On 27 September 1987, Ngawang Phulchung and 20 other monks of Drepung Monastery staged a peaceful demonstration in central Lhasa demanding human rights including religious freedom and the right to self-determination for Tibetans.

This was a turning point in the Tibetans’ struggle to be heard and sparked off a series of public freedom marches. Prior to this day few had dared express concerns for fear of ruthless Chinese reprisals.

The Chinese authorities dealt violently with the demonstrators. They were beaten and dragged to prison and Ngawang was held without charge for four months. Finally he was released in January 1988 following intense international media attention and pressure and the personal intervention of the late Panchen Lama.

Soon after his release Ngawang gave his reasons for participating in the march as support for His Holiness the Dalai Lama and a protest against the Chinese condemnation of His Holiness’ Five Point Peace Plan as an attempt to split the motherland. Asked whether he and the others were afraid to demonstrate, the reply was “No, we were not frightened … we were already prepared to give up our lives for the six million Tibetans. Anyway, sacrificing your life is not against Buddhism”.

In April 1989 Ngawang Phulchung and three other monks were arrested for forming a “counter-revolutionary group” which had clandestinely produced political leaflets from their monastery.

Amongst the “reactionary literature” published by the group was a complete Tibetan translation of the Universal Declaration of Human Rights. They also reported on political unrest in Tibet, criticised human rights violations by the Chinese and listed names of persons arrested or killed by the Chinese police and military, and alerted Tibetans to the international support for their cause.

Another document entitled “The Meaning of the Precious Democratic Constitution of Tibet” described a parliamentary system for an independent Tibet relying on the traditional principles of Buddhist dialectics to analyse the concept of democracy and calling on the Tibetans to fight “with inner strength”. The group was branded as “the scum of religious circles” and, in order to make an example of them, the Chinese authorities staged a public show of their trial. Sentenced before a forced public gathering of 1500 Tibetans on 30 November 1989, the crowd was told that the monks had “venomously slandered our socialist system characterised by the people’s democratic dictatorship”.

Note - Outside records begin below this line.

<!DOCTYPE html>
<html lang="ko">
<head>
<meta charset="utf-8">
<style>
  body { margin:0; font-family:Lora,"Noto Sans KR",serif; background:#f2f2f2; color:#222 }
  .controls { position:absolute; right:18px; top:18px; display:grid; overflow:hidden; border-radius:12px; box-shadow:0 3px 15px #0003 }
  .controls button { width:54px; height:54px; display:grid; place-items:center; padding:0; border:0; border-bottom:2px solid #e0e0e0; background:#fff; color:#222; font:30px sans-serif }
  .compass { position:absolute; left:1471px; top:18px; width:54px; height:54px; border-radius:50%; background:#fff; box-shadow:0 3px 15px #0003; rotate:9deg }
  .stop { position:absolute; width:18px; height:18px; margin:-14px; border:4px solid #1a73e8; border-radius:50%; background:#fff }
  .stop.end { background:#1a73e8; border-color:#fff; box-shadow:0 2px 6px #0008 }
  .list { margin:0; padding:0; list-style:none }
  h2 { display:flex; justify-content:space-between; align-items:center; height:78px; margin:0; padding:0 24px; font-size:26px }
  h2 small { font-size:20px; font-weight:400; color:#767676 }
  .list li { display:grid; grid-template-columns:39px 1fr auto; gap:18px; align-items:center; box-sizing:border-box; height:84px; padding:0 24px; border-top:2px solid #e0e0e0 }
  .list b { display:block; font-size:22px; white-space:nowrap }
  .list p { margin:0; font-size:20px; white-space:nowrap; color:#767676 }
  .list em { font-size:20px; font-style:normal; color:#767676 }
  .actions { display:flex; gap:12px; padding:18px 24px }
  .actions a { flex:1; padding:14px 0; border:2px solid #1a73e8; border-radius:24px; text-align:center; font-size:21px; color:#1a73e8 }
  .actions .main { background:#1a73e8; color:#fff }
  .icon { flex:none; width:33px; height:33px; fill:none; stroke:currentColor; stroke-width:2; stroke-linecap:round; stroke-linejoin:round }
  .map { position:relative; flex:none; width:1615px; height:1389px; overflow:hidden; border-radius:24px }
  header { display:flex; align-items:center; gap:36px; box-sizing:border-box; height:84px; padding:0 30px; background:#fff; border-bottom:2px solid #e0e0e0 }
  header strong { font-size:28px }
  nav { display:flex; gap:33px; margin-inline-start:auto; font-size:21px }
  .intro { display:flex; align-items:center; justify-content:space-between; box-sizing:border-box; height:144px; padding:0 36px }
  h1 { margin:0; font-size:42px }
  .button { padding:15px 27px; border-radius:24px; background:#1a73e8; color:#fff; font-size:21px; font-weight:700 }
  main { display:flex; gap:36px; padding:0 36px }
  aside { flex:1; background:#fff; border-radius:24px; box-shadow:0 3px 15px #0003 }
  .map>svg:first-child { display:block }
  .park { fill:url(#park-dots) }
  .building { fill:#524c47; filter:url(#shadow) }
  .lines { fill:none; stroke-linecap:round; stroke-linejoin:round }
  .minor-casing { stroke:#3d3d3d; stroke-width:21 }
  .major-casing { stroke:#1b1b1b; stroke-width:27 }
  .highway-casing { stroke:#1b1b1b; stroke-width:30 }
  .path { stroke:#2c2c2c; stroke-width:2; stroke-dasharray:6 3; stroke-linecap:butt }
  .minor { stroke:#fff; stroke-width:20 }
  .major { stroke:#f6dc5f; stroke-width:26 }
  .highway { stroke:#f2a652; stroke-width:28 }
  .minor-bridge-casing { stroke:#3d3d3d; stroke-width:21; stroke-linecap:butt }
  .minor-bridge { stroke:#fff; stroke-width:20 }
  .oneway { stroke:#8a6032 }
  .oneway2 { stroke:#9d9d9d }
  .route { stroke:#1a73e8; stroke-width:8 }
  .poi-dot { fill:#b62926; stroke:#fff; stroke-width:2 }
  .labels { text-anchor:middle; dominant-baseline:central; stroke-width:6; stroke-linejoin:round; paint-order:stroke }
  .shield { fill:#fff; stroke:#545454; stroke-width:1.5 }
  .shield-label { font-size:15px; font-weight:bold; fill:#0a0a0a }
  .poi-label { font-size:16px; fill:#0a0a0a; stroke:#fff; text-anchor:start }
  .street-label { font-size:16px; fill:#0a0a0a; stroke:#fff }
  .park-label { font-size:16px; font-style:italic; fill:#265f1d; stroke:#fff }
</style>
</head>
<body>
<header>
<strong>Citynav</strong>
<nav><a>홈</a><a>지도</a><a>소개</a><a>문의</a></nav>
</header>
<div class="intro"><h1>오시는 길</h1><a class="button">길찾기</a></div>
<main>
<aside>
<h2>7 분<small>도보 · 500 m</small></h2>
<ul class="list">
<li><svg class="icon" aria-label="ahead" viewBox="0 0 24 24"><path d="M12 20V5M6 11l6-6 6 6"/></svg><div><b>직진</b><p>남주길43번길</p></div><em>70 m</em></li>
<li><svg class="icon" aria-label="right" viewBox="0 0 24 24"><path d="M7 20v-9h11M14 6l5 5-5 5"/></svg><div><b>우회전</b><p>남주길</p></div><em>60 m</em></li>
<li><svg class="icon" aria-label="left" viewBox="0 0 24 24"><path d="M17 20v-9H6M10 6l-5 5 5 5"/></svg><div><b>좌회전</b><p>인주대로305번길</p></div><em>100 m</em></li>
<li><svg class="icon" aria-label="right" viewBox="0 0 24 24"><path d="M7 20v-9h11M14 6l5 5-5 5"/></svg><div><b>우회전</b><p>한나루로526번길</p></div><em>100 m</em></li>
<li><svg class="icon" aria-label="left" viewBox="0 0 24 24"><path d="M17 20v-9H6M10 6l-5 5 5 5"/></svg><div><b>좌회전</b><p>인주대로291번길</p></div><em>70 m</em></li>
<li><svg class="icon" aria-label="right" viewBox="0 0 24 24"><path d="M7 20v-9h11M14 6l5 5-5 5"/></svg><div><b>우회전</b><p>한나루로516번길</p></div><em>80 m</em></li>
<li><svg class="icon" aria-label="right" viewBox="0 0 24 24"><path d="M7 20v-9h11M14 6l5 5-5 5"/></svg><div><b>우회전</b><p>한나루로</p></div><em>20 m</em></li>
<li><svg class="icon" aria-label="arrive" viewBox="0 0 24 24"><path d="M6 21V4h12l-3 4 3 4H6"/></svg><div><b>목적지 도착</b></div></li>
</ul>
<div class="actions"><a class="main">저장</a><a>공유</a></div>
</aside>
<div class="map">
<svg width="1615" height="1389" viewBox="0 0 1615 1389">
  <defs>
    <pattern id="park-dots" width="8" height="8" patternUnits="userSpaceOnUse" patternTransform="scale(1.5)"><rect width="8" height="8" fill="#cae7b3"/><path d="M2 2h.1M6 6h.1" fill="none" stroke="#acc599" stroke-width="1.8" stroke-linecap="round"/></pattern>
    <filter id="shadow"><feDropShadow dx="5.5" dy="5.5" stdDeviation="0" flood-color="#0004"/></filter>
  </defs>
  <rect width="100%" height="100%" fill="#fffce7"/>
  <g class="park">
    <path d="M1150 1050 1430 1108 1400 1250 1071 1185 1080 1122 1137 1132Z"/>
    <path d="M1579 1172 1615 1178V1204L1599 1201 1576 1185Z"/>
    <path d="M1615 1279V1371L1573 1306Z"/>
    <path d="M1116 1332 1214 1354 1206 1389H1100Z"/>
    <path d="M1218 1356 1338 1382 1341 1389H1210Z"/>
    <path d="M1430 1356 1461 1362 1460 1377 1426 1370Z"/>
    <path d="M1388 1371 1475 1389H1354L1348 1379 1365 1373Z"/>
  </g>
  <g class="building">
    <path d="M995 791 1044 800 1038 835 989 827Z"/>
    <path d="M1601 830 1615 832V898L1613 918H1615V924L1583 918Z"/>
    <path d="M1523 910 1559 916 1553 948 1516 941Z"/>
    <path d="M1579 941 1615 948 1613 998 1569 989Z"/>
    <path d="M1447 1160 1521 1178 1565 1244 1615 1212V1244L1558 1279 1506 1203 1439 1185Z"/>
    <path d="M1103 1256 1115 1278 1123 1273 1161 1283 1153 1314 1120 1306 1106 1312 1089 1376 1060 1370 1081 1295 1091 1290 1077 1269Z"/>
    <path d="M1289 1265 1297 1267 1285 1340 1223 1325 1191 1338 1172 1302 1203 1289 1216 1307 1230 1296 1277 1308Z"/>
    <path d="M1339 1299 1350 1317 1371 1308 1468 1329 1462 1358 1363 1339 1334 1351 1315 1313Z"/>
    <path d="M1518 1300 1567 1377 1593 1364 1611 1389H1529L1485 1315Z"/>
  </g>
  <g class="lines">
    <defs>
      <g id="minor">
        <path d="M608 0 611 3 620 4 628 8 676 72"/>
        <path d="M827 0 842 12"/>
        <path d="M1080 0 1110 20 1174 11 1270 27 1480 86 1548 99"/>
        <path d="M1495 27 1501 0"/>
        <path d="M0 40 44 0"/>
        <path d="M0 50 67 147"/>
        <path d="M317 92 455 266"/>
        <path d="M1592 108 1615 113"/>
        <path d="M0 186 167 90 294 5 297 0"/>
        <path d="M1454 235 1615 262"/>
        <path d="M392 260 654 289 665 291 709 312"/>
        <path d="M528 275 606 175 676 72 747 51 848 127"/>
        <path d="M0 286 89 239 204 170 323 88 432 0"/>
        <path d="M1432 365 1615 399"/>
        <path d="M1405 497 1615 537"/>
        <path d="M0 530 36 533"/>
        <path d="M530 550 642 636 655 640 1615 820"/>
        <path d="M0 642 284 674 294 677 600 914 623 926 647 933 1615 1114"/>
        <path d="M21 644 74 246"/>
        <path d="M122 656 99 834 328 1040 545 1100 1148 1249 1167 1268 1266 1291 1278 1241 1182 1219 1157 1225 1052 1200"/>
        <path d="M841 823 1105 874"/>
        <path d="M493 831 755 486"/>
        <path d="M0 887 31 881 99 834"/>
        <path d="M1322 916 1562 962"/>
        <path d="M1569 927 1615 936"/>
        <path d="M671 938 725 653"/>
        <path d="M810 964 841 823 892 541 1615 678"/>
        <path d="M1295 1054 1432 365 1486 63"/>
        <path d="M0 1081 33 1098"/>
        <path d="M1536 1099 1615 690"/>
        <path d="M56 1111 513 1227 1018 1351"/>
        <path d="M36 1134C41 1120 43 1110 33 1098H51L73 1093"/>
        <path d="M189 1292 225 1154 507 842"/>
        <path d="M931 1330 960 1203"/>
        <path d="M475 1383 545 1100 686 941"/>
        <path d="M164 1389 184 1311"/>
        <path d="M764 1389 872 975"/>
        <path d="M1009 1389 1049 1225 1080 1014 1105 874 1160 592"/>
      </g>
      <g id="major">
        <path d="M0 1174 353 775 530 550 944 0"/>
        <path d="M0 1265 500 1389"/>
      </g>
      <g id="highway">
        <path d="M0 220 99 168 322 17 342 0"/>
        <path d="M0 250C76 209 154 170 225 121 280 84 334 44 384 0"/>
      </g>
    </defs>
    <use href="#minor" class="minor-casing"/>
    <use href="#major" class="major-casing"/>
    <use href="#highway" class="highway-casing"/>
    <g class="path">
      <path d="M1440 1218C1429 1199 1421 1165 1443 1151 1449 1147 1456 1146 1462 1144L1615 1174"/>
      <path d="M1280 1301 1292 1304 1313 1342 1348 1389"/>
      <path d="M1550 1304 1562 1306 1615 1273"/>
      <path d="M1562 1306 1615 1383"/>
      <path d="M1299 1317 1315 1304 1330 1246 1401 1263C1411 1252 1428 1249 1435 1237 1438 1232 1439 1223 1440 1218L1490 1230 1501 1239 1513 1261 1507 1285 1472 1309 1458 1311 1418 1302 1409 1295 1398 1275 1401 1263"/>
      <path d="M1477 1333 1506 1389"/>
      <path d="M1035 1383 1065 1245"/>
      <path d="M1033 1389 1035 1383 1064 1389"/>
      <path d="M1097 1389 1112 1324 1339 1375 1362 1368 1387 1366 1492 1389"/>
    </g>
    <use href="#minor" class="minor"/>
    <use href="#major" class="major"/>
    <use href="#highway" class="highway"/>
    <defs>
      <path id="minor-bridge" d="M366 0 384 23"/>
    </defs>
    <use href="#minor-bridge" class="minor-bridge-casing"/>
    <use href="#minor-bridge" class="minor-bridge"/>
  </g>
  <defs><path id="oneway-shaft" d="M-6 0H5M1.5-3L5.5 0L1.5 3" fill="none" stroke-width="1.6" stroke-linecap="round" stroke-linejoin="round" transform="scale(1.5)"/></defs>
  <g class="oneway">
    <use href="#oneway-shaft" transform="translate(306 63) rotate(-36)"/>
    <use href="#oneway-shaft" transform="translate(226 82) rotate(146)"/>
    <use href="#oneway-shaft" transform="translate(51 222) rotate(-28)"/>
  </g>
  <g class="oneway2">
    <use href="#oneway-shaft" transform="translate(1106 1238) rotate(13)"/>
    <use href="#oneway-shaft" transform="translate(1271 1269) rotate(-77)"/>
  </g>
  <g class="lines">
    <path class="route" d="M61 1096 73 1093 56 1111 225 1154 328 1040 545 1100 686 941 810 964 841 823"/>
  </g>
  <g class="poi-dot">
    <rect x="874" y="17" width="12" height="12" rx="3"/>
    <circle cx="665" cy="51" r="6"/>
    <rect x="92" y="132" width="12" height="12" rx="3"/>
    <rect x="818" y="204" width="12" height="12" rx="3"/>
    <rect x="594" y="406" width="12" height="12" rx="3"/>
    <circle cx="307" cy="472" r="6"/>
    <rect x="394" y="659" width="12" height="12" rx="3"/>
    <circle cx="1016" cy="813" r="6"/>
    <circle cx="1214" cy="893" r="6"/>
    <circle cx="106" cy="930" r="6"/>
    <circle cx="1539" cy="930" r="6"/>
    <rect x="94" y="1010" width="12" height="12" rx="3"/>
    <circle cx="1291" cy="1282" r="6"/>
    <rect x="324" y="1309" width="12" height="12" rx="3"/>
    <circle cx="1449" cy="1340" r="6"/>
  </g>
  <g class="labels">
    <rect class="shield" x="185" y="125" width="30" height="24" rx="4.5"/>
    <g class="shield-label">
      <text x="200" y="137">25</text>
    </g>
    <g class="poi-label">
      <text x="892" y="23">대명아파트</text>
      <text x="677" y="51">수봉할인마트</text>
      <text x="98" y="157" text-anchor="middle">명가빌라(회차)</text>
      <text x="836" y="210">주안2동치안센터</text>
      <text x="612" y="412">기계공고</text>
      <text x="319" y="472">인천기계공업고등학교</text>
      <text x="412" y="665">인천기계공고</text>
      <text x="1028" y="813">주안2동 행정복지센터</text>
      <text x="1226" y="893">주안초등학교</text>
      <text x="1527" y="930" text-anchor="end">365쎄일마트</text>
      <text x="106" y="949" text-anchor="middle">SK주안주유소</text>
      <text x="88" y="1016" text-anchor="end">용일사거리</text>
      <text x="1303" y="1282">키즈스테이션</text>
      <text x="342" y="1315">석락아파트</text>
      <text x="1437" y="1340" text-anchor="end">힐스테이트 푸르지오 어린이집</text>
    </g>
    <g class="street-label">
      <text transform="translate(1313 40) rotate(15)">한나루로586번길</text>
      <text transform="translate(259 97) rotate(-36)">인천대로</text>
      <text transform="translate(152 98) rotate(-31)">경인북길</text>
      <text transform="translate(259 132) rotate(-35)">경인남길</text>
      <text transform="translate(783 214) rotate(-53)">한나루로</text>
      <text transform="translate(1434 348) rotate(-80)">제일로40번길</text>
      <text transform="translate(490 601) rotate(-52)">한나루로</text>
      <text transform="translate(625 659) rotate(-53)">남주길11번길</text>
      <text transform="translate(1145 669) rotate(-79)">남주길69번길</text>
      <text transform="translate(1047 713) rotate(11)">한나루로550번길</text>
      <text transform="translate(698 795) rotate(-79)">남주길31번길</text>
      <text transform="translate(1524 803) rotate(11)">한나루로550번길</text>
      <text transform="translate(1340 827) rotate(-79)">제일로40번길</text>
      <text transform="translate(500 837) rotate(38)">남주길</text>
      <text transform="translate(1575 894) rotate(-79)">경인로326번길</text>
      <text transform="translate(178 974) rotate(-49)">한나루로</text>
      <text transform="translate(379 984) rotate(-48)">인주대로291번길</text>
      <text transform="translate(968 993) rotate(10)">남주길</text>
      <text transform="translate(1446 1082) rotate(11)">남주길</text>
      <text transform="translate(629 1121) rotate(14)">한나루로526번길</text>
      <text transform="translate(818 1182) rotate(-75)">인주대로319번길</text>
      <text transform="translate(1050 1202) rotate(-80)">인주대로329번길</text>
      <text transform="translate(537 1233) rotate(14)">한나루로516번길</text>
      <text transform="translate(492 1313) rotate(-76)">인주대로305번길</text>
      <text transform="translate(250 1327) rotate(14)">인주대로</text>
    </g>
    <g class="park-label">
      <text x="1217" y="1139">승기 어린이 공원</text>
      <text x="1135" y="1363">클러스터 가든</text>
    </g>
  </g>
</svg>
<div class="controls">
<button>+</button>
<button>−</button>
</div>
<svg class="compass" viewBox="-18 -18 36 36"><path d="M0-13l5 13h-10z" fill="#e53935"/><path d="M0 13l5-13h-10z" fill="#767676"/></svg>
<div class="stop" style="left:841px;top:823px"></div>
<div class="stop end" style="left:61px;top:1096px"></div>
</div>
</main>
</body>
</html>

Ngawang was denounced as the leader of the group and sentenced to nineteen years in prison followed by deprivation of political rights for five years.

At the sentencing rally the Lhasa Intermediate People’s Court charged him with “organising and joining a counter-revolutionary clique and spreading counter-revolutionary propaganda and inflammatory disinformation”, “seriously undermining national security” and “collecting intelligence and passing it on to the enemy”.

On the day of the sentencing, the Chinese government broadcast the following warning: “The crimes committed by Ngawang Phulchung and other criminals demonstrate that the so-called human rights, freedoms and democracy played up by separatists both at home and abroad are nothing but a pack of deceitful lies … Let the sentence of Ngawang Phulchung serve as a stern warning for separatists both at home and abroad that those who split the motherland will come to no good end”.

On 30 March 1991 an American delegation visited Drapchi prison and a group of prisoners handed the diplomats a petition allegedly protesting detention conditions. The petition was confiscated and after the visit the prisoners, including Ngawang, were reportedly severely beaten and placed in solitary confinement.

Undeterred, Ngawang and other prisoners have continued to protest against the ill-treatment of prisoners, with the inevitable result that they have been beaten or placed in dark isolation cells. Ngawang Phulchung is now 36 or 37 years old and is in Drapchi prison.